Your task = Each line in the entries below that holds the string "nowrap" must be copied.

### Material for this task ###

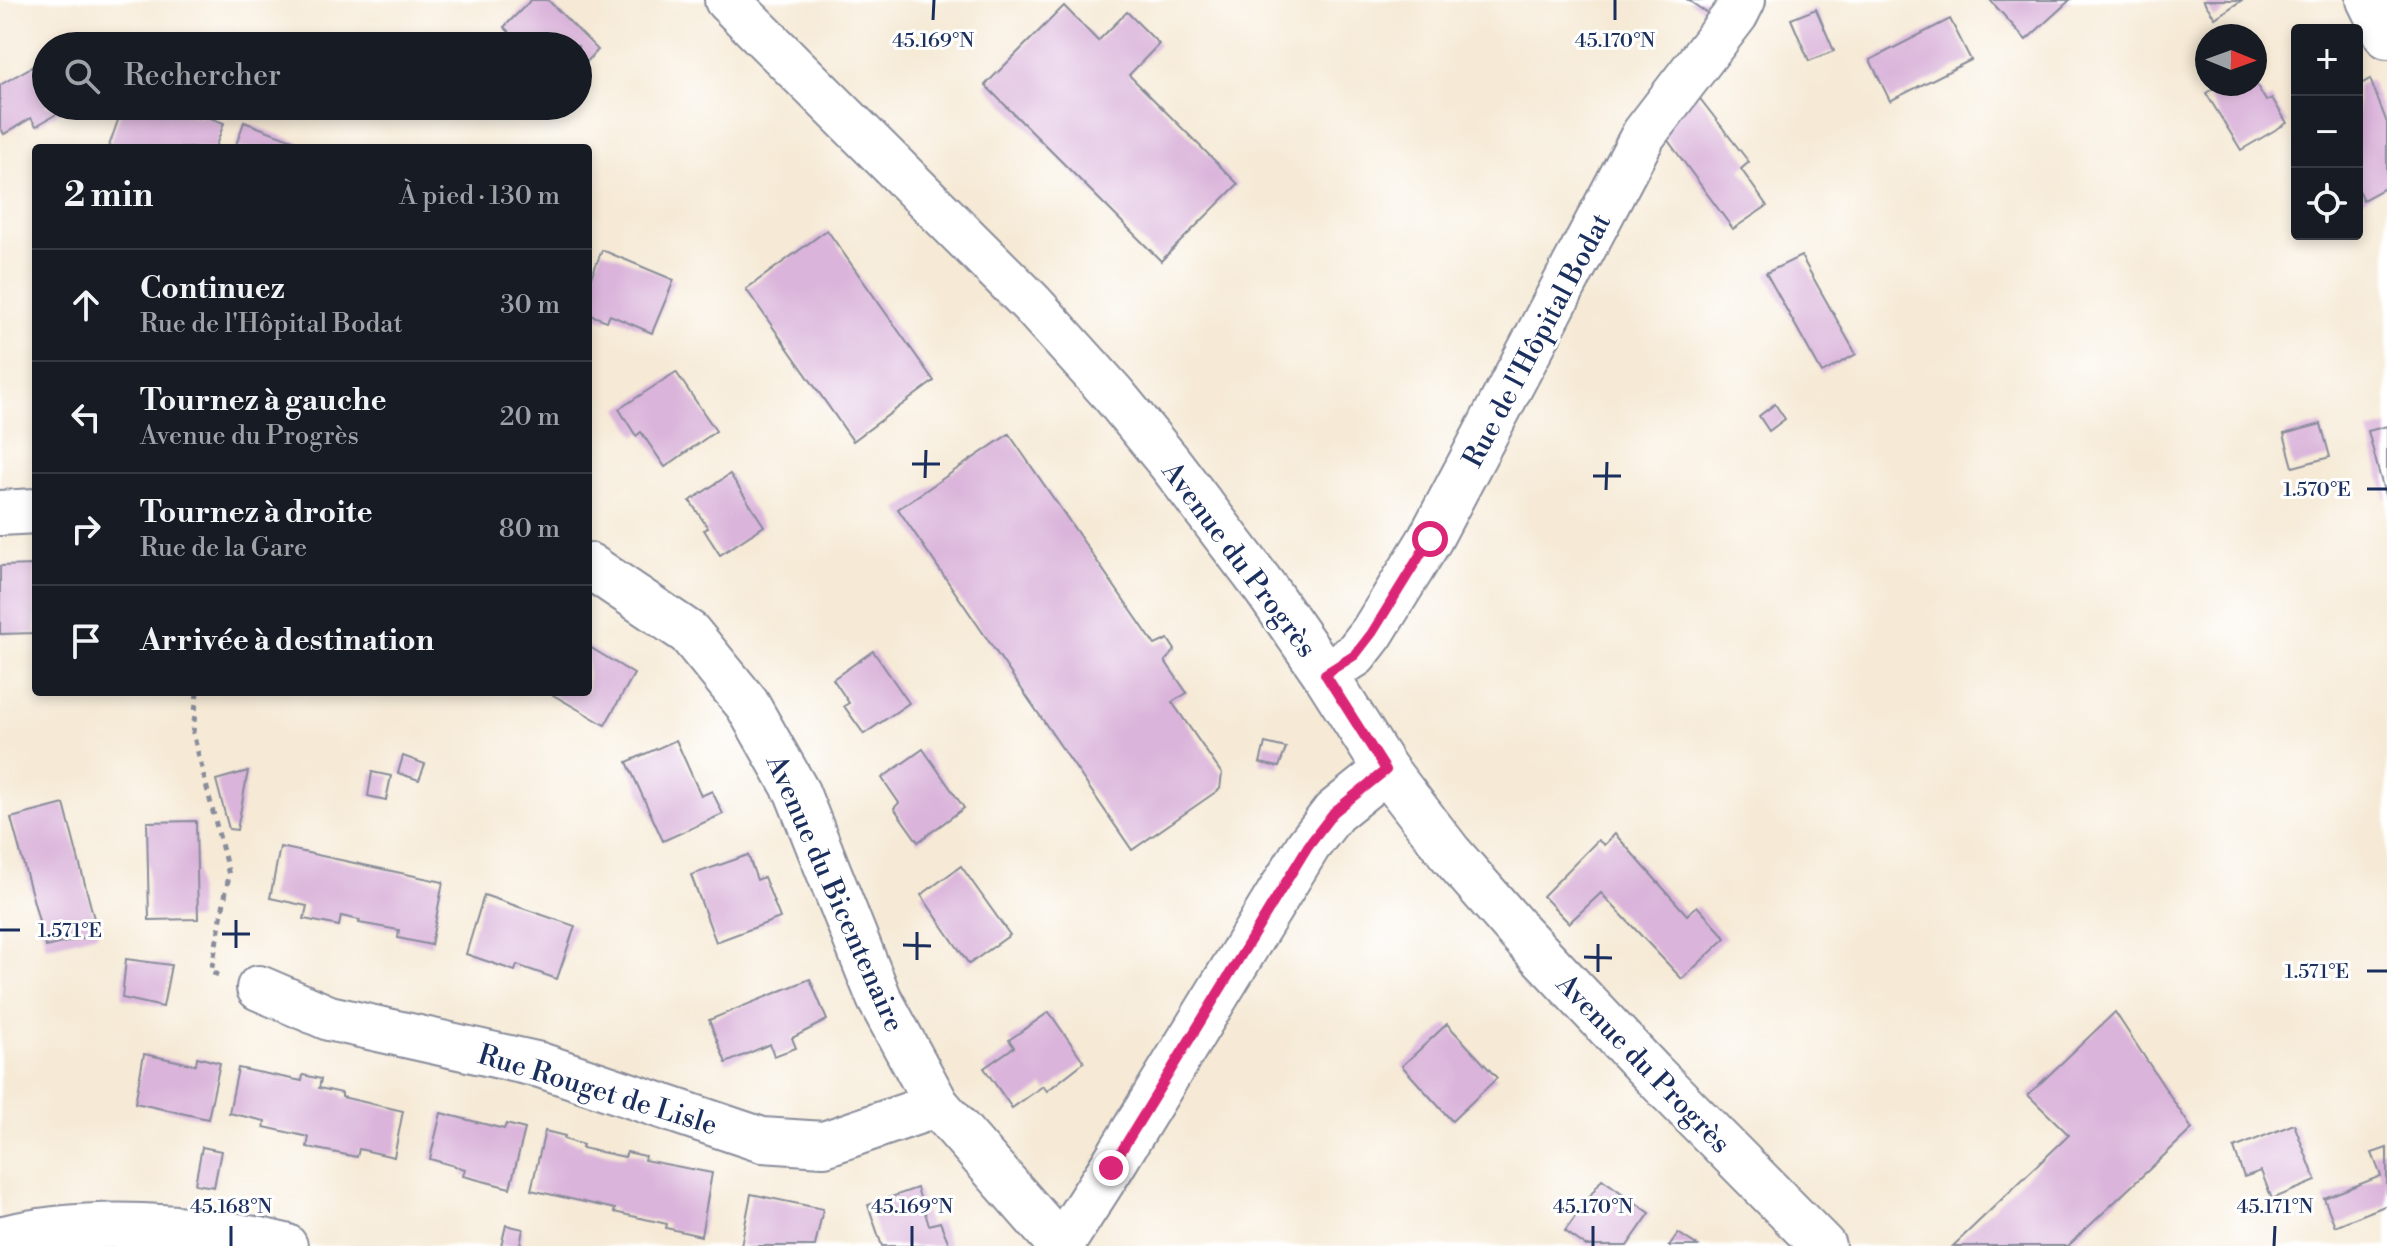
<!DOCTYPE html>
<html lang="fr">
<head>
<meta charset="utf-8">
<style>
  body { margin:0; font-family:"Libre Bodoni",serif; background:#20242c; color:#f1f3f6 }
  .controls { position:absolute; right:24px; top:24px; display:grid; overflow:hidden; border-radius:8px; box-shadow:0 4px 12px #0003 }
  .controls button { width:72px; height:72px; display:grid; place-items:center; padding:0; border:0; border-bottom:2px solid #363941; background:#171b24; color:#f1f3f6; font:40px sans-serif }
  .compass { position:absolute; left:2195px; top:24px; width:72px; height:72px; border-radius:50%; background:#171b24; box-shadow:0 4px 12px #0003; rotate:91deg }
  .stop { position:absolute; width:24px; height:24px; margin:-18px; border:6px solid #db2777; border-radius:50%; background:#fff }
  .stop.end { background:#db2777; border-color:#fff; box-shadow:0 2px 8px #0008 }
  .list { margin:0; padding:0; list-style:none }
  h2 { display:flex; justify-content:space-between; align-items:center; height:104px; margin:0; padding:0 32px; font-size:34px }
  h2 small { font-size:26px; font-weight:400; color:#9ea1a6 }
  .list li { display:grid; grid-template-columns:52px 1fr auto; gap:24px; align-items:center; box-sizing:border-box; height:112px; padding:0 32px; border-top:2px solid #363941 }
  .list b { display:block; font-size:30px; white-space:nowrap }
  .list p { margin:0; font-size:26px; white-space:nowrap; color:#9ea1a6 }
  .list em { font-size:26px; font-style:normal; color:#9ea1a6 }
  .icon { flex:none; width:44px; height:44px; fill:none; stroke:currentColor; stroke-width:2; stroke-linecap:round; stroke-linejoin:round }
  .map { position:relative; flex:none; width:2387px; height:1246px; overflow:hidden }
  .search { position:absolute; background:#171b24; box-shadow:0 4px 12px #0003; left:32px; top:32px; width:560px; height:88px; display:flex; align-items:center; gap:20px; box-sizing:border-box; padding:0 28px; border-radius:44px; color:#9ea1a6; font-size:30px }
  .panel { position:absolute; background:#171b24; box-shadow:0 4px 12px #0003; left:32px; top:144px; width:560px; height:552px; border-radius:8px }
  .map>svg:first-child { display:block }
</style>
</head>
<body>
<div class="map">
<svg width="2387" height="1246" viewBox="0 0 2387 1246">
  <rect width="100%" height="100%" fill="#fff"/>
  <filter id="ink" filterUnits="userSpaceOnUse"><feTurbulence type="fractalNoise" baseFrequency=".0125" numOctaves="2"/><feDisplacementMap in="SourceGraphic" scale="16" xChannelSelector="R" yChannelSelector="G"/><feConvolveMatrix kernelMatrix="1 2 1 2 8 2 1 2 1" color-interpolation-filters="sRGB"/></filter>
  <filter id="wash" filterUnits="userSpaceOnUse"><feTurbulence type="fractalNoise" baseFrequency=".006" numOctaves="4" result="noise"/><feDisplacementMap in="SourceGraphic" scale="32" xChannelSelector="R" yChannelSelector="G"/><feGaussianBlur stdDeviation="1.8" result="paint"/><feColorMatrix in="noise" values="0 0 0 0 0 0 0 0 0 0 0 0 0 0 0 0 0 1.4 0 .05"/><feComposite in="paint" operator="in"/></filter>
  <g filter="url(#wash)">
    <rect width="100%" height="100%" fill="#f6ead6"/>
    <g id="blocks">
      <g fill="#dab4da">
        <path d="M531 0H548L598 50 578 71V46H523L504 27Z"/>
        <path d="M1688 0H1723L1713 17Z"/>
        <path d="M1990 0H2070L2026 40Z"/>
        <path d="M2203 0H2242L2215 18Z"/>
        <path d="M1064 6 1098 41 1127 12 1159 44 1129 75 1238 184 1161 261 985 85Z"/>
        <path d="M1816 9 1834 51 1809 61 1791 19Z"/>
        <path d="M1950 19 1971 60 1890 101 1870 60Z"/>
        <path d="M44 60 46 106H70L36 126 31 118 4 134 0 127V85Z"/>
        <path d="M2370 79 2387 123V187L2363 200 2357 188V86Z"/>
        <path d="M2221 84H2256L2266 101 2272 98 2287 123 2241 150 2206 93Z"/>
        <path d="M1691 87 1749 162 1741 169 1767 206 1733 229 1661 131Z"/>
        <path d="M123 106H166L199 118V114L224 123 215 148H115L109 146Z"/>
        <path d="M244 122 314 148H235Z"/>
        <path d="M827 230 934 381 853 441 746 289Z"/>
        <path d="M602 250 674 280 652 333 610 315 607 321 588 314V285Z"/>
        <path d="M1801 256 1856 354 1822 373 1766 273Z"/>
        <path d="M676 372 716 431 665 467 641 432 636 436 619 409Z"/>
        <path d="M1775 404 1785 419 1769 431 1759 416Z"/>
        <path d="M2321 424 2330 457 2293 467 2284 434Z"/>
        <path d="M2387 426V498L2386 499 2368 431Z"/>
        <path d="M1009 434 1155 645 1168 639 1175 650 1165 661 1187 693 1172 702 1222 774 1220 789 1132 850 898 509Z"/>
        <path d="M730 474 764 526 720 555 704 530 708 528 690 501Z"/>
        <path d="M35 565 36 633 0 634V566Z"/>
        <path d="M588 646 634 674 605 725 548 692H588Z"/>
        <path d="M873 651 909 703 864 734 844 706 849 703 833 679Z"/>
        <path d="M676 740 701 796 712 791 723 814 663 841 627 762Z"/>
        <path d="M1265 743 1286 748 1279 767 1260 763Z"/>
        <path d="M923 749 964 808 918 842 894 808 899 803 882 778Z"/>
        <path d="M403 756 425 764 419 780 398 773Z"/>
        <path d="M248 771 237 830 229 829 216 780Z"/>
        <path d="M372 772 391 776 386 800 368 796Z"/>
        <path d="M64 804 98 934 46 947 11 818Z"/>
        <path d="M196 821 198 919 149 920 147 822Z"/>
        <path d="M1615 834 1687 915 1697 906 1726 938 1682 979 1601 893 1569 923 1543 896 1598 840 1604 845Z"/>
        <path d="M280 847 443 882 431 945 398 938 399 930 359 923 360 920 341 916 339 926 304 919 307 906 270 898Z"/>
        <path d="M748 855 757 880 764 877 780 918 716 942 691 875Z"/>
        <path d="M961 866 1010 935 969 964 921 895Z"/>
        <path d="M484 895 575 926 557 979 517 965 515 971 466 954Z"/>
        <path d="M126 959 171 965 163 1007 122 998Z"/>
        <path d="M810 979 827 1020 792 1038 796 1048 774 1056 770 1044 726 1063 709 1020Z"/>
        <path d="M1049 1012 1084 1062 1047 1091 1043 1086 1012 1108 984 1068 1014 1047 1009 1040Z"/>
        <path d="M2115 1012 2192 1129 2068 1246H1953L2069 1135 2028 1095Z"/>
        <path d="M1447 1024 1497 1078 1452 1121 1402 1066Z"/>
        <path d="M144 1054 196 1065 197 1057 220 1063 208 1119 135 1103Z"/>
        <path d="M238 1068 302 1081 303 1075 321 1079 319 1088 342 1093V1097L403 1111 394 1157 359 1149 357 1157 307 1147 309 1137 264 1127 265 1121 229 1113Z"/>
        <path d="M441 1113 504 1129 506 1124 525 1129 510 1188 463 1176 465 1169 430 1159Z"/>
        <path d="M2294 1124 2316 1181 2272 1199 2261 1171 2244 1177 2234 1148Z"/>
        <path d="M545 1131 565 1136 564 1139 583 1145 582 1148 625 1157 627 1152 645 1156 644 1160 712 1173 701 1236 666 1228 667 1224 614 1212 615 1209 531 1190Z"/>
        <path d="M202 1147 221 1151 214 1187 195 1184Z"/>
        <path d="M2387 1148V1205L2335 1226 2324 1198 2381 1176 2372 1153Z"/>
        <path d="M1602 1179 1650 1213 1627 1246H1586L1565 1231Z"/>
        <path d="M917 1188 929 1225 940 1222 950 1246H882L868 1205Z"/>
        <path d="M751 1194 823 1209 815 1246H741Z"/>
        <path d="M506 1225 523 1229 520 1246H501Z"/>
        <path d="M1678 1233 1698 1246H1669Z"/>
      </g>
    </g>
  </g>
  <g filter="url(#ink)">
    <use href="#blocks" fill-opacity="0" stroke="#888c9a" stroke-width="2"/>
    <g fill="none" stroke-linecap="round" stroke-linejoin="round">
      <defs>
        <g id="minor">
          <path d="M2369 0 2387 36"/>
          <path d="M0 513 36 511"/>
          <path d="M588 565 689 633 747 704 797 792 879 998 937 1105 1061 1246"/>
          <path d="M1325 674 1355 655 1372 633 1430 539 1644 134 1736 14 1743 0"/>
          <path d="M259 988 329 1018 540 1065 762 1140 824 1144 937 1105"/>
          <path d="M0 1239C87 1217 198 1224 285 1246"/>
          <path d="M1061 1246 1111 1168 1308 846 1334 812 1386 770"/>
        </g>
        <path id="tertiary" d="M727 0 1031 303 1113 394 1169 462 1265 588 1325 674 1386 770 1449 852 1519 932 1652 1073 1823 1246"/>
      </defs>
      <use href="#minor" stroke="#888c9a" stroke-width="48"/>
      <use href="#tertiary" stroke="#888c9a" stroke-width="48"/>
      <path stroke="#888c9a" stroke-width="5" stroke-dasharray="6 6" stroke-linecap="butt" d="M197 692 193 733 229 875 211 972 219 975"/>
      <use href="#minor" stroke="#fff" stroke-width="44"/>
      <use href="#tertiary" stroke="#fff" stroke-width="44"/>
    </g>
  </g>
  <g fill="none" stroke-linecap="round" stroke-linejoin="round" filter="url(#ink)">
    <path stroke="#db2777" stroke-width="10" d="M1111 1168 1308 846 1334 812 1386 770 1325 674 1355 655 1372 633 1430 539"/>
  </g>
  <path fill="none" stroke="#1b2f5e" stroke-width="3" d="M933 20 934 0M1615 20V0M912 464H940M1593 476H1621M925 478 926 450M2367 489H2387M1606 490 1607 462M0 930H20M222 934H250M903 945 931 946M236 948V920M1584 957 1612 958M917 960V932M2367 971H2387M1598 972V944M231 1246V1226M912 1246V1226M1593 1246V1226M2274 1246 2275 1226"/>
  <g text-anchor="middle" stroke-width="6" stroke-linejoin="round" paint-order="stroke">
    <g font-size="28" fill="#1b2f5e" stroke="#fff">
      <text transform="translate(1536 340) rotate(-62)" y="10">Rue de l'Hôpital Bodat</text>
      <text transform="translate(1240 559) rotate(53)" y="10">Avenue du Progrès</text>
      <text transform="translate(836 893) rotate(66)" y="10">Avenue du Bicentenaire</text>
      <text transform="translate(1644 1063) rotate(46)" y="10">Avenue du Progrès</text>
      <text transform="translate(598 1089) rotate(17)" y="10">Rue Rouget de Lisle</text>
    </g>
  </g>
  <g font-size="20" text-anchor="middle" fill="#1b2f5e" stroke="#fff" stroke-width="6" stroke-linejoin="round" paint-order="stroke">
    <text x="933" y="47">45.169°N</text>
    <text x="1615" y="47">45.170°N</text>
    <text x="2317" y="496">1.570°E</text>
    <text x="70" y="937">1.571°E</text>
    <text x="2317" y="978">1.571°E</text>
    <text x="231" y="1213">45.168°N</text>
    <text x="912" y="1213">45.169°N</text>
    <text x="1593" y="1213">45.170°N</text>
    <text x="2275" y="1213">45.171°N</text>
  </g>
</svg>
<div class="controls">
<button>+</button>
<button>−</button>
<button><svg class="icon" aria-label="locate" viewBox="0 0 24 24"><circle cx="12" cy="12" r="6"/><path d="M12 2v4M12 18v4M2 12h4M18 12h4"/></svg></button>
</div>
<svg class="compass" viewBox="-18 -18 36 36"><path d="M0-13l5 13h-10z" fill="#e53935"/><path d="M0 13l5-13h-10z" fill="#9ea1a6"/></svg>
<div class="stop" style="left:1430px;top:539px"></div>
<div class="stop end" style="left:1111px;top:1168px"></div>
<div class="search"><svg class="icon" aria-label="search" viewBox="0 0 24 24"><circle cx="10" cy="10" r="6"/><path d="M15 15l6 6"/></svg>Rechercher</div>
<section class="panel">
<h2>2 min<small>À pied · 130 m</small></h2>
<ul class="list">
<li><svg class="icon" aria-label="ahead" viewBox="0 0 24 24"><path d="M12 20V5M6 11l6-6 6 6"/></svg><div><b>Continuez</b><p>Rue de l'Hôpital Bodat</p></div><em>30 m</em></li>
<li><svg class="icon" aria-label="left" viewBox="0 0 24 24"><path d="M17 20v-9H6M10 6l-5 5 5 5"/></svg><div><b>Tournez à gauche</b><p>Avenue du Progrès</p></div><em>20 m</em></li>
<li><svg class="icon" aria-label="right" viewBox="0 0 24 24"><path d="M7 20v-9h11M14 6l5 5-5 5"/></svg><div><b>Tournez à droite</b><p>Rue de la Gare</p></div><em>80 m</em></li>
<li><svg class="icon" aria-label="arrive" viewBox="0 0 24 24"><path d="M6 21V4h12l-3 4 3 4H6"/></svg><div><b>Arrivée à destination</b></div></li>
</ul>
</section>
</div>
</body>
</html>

###

Reply to the task =
  .list b { display:block; font-size:30px; white-space:nowrap }
  .list p { margin:0; font-size:26px; white-space:nowrap; color:#9ea1a6 }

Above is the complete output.